→ **Task directions**: Write only the number of lines in the entries below that contain the string "from".

→ **Data supplied**:
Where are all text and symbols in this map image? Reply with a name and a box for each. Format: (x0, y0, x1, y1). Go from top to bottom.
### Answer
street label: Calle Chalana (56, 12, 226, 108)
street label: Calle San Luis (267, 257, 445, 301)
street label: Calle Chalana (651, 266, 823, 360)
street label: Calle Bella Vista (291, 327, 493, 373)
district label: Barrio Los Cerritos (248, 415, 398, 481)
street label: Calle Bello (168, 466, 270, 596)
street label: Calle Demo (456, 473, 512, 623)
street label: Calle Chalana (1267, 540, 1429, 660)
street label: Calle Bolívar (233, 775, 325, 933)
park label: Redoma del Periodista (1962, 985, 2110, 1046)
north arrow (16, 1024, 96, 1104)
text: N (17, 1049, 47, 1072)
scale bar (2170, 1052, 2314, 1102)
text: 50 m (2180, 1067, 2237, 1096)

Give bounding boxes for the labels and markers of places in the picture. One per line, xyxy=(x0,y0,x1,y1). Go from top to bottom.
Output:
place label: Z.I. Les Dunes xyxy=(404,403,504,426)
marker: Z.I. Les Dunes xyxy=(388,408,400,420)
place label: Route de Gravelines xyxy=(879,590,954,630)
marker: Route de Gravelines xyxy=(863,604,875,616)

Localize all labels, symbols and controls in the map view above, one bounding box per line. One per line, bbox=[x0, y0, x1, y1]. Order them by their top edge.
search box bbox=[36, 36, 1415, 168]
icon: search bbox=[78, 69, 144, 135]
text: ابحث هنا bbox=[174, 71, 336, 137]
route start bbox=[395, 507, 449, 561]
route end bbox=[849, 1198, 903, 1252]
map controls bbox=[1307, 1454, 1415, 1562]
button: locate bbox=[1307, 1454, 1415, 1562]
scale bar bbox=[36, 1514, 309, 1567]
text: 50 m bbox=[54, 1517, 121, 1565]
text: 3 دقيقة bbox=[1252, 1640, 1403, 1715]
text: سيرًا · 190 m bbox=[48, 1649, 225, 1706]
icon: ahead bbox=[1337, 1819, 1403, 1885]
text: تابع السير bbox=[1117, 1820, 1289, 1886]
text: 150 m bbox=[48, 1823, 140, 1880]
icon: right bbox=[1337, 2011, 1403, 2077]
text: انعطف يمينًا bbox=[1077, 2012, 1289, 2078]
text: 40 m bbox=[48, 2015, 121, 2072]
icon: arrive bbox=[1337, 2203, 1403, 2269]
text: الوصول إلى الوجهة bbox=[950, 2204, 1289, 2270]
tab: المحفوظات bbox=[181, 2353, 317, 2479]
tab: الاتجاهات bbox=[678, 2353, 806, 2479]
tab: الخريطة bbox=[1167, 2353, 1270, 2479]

→ **Written response**: 2